Thrust should be pretty easy to implement with reduce_by_key. If it were me, and I wanted a cub-like approach, I would probably just implement my own block-striding segmented reduce. I’m pretty sure I’ve posted examples of a block-stride segmented reduction here on this forum, but I can’t locate at the moment, so here is something:
$ cat t1530.cu
#include <iostream>
// designed to work only with threads per block = 1024
// K = size of segment
// warp shuffles may need adjustment for 64-bit T
template <typename T>
__global__ void seg_red(const T * __restrict__ in, T * __restrict__ out, const size_t K){
__shared__ T sdata[32];
int tid = threadIdx.x;
unsigned mask = 0xFFFFFFFFU;
int lane = threadIdx.x % warpSize; // could be optimized for warpSize = 32
int warpID = threadIdx.x / warpSize; // could be optimized for warpSize = 32
size_t my_idx = threadIdx.x+K*blockIdx.x;
T sum = 0;
while (my_idx < K*(blockIdx.x+1)){
sum += in[my_idx];
my_idx += blockDim.x;}
// 1st warp-shuffle reduction
for (int offset = warpSize>>1; offset > 0; offset >>= 1)
sum += __shfl_down_sync(mask, sum, offset);
if (lane == 0) sdata[warpID] = sum;
__syncthreads(); // put warp results in shared mem
// hereafter, just warp 0
if (warpID == 0){
// reload val from shared mem
sum = sdata[lane];
// final warp-shuffle reduction
for (int offset = warpSize>>1; offset > 0; offset >>= 1)

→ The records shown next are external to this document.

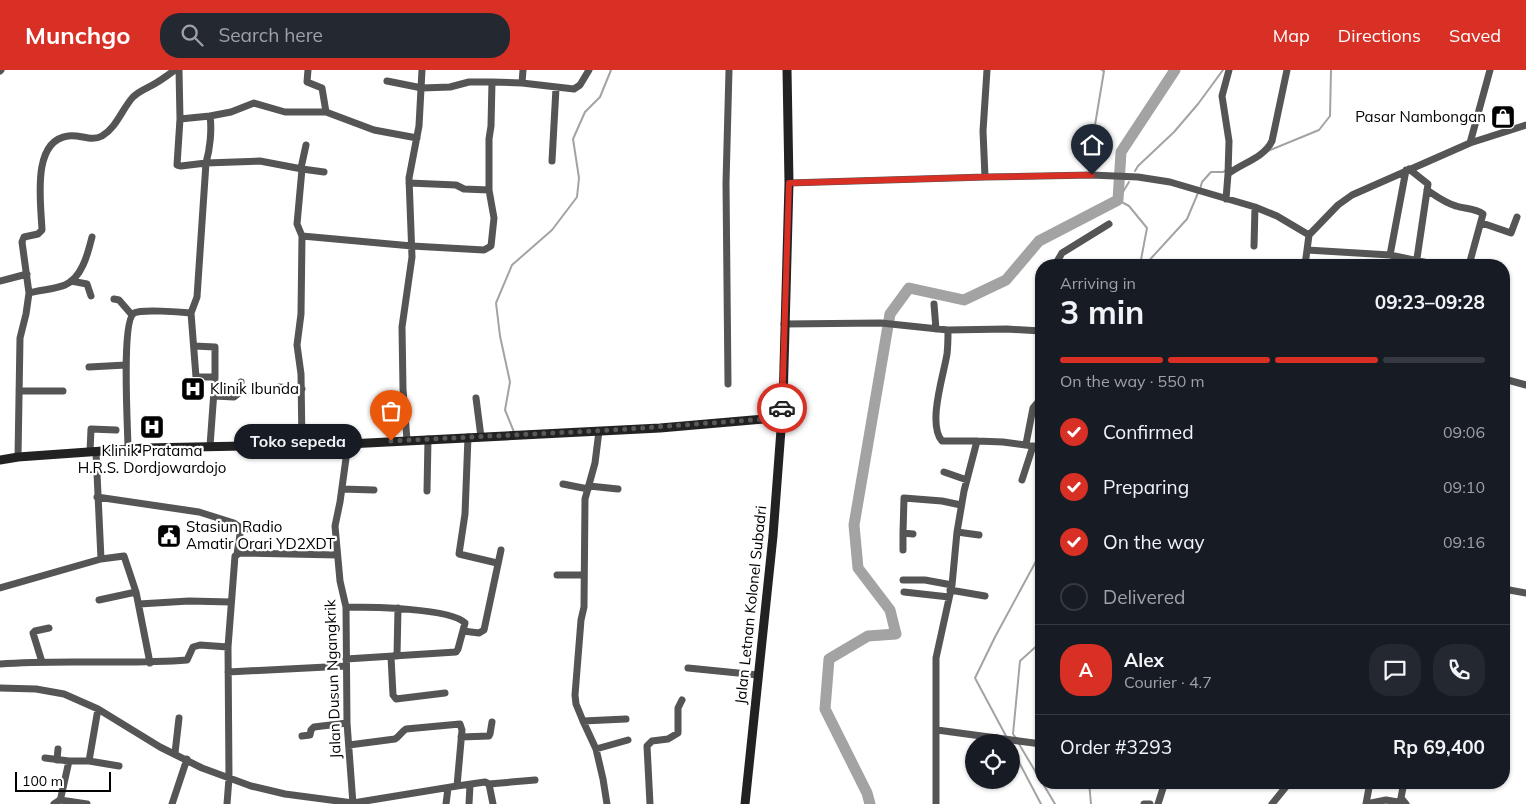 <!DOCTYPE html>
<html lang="en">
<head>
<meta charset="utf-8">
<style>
  :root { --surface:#171b24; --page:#242831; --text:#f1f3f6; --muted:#9ea1a6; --line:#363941; --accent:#d93025 }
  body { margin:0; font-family:Mulish,sans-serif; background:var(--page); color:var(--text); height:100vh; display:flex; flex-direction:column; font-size:19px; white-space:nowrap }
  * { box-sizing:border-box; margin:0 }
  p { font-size:16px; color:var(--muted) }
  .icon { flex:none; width:28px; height:28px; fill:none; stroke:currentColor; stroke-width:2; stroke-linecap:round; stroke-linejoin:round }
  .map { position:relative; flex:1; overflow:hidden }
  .panel { position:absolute; left:1035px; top:189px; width:475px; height:530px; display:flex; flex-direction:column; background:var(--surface); border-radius:20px; box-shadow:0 1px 4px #0004 }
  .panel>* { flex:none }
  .tools { position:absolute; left:965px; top:664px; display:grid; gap:10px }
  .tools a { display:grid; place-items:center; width:55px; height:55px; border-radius:50%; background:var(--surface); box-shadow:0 1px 4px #0004; font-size:25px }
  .scale { position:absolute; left:15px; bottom:12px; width:96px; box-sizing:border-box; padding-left:5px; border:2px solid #000; border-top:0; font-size:14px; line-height:18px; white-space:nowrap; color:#000; -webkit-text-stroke:4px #fff; paint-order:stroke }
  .pin { position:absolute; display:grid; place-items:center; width:42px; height:42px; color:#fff; margin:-51px -21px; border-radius:50% 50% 50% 0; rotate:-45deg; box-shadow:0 0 5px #0007 }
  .pin .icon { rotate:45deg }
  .courier { position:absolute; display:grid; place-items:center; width:50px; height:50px; margin:-25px; border:4px solid #d93025; border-radius:50%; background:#fff; color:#222; box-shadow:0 1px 6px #0007 }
  .bubble { position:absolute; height:35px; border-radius:18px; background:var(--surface); box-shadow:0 1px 4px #0004; font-size:16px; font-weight:700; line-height:35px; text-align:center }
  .overview em { font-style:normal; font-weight:700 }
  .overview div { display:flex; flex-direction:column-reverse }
  .overview { display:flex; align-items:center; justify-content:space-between; height:85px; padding:0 25px }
  h1 { font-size:32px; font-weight:700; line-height:38px }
  .bar { display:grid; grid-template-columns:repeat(4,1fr); gap:8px 5px; align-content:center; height:60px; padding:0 25px }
  .bar i { height:6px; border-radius:4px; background:var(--line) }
  .bar .current { background:var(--accent) }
  .bar p { grid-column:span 4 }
  .line { display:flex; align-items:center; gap:12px; padding:0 25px; border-top:1px solid var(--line) }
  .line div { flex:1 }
  .round { display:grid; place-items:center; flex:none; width:52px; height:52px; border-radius:20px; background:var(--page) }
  ol { padding:0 25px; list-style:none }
  li { display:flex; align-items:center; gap:15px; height:55px }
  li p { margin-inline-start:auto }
  li .icon { padding:5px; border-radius:50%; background:var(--accent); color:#fff; stroke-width:4 }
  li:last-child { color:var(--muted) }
  li i { width:28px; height:28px; border:2px solid var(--line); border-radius:50% }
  header { display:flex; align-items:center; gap:30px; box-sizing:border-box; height:70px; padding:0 25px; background:var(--accent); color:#fff }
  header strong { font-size:24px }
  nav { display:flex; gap:28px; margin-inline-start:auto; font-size:18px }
  .search { width:350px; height:45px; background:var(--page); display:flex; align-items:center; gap:12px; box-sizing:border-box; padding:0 18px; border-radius:20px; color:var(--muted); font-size:19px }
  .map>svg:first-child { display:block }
</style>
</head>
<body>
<header>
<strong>Munchgo</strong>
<div class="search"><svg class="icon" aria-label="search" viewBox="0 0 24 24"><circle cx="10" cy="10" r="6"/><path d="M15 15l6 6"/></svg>Search here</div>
<nav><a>Map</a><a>Directions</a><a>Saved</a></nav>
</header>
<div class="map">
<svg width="1526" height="734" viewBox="0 0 1526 734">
  <rect width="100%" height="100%" fill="#fff"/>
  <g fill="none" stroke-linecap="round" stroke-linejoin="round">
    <path stroke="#a3a3a3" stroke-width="2" d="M1268,81L1319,60L1330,46L1331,0
      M1098,95L1094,61L1104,1L1102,0
      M1135,101L1138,96L1174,62L1198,34L1223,0
      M1129,112L1118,130L1129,136L1147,158L1140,195
      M1200,119L1202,112L1211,102H1223L1225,101
      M1145,195L1187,149L1198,123
      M514,362L505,340L510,312L500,266L496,233L512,195L552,160L577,127L579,108L573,69L585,42L600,27L611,0
      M1006,666L975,608L995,567L1041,482
      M1016,668L1013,664L1020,591L1041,572
      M1019,674L1041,711
      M1011,677L1041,734
      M1042,712L1055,734
      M1089,712L1091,734"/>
    <path stroke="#a3a3a3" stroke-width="11" d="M870,734L867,723L825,639L829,589L868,566L896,564L890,540L858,498L854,455L890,244L909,218L964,230L1006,210L1039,171L1118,130L1121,82L1175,0"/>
    <path stroke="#555" stroke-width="7" d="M179,0L180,49L177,95L181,96L206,93L197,227L191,243
      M308,0L307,12L322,18L326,42L374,60L417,68
      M0,1L1,0
      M492,12L522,13L523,0
      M522,13L574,19L580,15L589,0
      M180,49L210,46
      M1470,73L1490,0
      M552,91L556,18
      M301,98L306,75
      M302,99L324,102
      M1409,99L1428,114L1416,195
      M1406,100L1390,185L1438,195
      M1228,104L1229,71L1222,26L1229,0
      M985,107L983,61L987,0
      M409,113L456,115L464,119L489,120
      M789,113L985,107L1091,105L1138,107L1170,112L1255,137L1277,146L1309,165
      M1427,120C1436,126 1445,133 1456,136C1465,139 1476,138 1483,144L1469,195
      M1226,129L1228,104C1242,93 1264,88 1272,71L1287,0
      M1482,153L1511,163L1517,147
      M1309,165L1338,135L1352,125L1470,73L1526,55
      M302,166L297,154L302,99L260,91L206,93C210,79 212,60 210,46L231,42L254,33L285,42H326
      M1254,176L1255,137
      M1307,180L1390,185
      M1055,195L1062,183L1109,154
      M1305,195L1309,165
      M0,211L27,204
      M71,211L87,214L91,226
      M29,223C40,220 56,219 65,215C82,208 88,183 92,167
      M114,229L119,230L132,245
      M934,234L936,259
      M784,254L881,253L948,260L1007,259L1041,261
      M194,276L215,277V307
      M89,297L126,295
      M1504,309L1526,315
      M728,314L726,113L729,0
      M279,317L302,319
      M19,321H63
      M214,326L234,327L239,323L241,312
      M476,328L481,367
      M599,361L595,393L585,429L584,537L581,550L575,625L576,634L583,651L596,679L603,709L607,734
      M468,367L465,444L459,484L497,493
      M407,370L403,319L402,257L412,187L409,108L419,56L422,0
      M977,371L1003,372L1033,376L1022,410
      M348,374L340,432L335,456L340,511L346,537L347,653L353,734
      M1026,374L1033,338L1038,332L1041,315
      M302,375L301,304L297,275L301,244L302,166L412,176L484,180L491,176L494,148L489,120V69L491,56L492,12H469L450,17L422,18L387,11
      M1033,376L1041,377
      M128,379C128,360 121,251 134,243C141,239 181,242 191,243L196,307H215L210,376
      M90,382L91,359L116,360
      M96,382L101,489
      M18,387L20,268L26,244L29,223L22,172L24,167L38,164L42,160C41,133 31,71 68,66C80,64 91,72 102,66C117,57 122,39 133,27C140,20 148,18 156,13C163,9 168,5 175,0
      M944,402L967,410
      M563,414L588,419
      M589,416L618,419
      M342,419L374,420
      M427,421L428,369
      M97,427L199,442L234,453L241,458L237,484
      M241,458L257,460
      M957,462L979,465
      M903,463V480
      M913,464L903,463L904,428L942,431L961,435
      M557,505H584
      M903,510H925L952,515
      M0,518L101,489L124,486L136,522L150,593
      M1504,519L1526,523
      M950,520L985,526
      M904,522L949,527
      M99,530L136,522
      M139,534L189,531L231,532
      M463,561L479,563L484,560L501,480
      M397,586L398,538
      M391,587L393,625L396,629L445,623
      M346,589L456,582L458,579L465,553C451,538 369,537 346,537
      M42,592L33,563L35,561L49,558
      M0,594C63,589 125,595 187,590L193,577L200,575L228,577
      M688,598L758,605
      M228,602L346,596
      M0,618L36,619L64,624L98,639L160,677L202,698L251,716L285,724L353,733L457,716L462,660L460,654L406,659C401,662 400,666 395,669L349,675
      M583,651L626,649
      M937,660L1041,674
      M302,666L310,665L311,660L314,657L347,653
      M461,667L489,666L490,664L492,652
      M596,679L628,670
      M175,683L179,648
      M45,688L69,691
      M57,690L58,679
      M89,691L119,696
      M1404,712L1401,728L1406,734
      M489,714L535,710
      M457,716L485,712L489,714L493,734
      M60,730L87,734
      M54,734L60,730L61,727L69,691H89L98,639
      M172,734L187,689
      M227,734L229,708L228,577L235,486L240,483L337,485
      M446,734L448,718
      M469,734L470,715
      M650,734L647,676L652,671L668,669L678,663V638L682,630
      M936,734V588L952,515L957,462L964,421L977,371H942C927,354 944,304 947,284C948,276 948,268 948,260
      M1144,734H1150
      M1158,734L1165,712
      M1272,734L1289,713L1286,712
      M1366,734L1386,730L1404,733
      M1366,734L1370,712"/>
    <path stroke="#222" stroke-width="9" d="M0,390L18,387L145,378L348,374L660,358L765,349L782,338
      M745,734L773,466L783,333L789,113L787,0"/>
  </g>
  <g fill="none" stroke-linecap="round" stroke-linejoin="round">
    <path stroke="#595959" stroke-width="5" stroke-dasharray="0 9" d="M391,371L614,360L765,349L782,338"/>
    <path stroke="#d93025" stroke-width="6" d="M782,338L789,113L985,107L1092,105"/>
  </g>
  <defs>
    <symbol id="shop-square" viewBox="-11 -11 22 22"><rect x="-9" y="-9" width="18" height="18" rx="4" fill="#000" stroke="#fff"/><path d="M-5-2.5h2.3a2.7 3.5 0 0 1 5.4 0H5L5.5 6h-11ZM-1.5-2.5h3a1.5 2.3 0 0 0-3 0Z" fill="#fff"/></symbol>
    <symbol id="hospital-square" viewBox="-11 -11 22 22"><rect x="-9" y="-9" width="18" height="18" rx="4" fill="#000" stroke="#fff"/><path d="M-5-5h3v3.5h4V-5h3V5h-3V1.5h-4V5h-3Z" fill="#fff"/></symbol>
    <symbol id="civic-square" viewBox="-11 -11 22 22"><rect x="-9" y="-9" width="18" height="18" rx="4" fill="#000" stroke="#fff"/><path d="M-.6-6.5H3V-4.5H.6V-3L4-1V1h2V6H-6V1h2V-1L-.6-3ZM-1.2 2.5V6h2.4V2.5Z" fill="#fff"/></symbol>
  </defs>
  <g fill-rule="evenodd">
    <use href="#shop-square" x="1489" y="33" width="28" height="28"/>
    <use href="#hospital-square" x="179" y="305" width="28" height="28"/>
    <use href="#hospital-square" x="138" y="343" width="28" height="28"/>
    <use href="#civic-square" x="155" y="452" width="28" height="28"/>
  </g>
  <g text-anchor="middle" stroke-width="4.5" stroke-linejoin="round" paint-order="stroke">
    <g font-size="15" fill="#000" stroke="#fff" text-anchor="start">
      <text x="1486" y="52" text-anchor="end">Pasar Nambongan</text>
      <text x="210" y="324">Klinik Ibunda</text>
      <text x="152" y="386" text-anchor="middle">Klinik Pratama<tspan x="152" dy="17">H.R.S. Dordjowardojo</tspan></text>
      <text x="186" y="462">Stasiun Radio<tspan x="186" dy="17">Amatir Orari YD2XDT</tspan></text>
    </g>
    <g font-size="15" fill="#000" stroke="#fff">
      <text transform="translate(751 535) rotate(-84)" y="5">Jalan Letnan Kolonel Subadri</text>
      <text transform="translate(333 609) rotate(-92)" y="5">Jalan Dusun Ngangkrik</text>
    </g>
  </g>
</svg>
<div class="tools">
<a><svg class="icon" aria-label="locate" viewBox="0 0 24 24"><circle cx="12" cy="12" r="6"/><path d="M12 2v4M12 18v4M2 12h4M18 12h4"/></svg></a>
</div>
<div class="scale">100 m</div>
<div class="pin" style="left:391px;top:371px;background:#ea580c"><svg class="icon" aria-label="bag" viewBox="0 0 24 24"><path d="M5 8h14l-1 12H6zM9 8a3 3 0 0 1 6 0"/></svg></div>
<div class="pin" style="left:1092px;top:105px;background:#1f2937"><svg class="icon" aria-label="home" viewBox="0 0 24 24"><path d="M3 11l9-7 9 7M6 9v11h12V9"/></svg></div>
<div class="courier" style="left:782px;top:338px"><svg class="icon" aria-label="car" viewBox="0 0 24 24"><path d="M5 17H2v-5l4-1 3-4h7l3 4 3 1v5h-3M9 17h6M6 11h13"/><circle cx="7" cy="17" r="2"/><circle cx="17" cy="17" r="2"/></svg></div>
<div class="bubble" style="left:234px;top:354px;width:128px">Toko sepeda</div>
<section class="panel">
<div class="overview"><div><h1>3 min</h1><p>Arriving in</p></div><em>09:23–09:28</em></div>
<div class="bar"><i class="current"></i><i class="current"></i><i class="current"></i><i></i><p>On the way · 550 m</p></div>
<ol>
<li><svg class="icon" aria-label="check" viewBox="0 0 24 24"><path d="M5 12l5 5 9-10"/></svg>Confirmed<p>09:06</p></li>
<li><svg class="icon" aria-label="check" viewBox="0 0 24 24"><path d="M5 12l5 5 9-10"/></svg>Preparing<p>09:10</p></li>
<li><svg class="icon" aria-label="check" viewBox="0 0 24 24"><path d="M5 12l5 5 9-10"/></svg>On the way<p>09:16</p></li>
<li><i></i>Delivered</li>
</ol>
<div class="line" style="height:90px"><b class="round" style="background:var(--accent);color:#fff">A</b><div><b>Alex</b><p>Courier · 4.7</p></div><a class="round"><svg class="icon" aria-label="chat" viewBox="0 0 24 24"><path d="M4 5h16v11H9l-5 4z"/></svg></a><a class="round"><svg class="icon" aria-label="phone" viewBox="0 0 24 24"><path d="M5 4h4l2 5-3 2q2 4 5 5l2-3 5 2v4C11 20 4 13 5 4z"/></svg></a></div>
<div class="line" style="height:65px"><div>Order #3293</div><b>Rp 69,400</b></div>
</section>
</div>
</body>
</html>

sum += __shfl_down_sync(mask, sum, offset);
if (tid == 0) out[blockIdx.x] = sum;
}
}
typedef float myt;
int main(){
size_t K = 1048576, M = 200; // modifiable
myt *d_in, *d_out, *h_in, *h_out;
h_in = new myt[K*M];
h_out = new myt[M];
cudaMalloc(&d_in, K*M*sizeof(myt));
cudaMalloc(&d_out, M*sizeof(myt));
for (int i = 0; i < K*M; i++) h_in[i] = 1;
cudaMemcpy(d_in, h_in, K*M*sizeof(myt), cudaMemcpyHostToDevice);
seg_red<<<M, 1024>>>(d_in, d_out, K);
cudaMemcpy(h_out, d_out, M*sizeof(myt), cudaMemcpyDeviceToHost);
for (int i = 0; i < M; i++) if (h_out[i] != K){std::cout << "mismatch at: " << i << " was: " << h_out[i] << " should be: " << K << std::endl; return 0;}
std::cout << "success" << std::endl;
return 0;
}
$ nvcc -o t1530 t1530.cu
$ cuda-memcheck ./t1530
========= CUDA-MEMCHECK
success
========= ERROR SUMMARY: 0 errors
$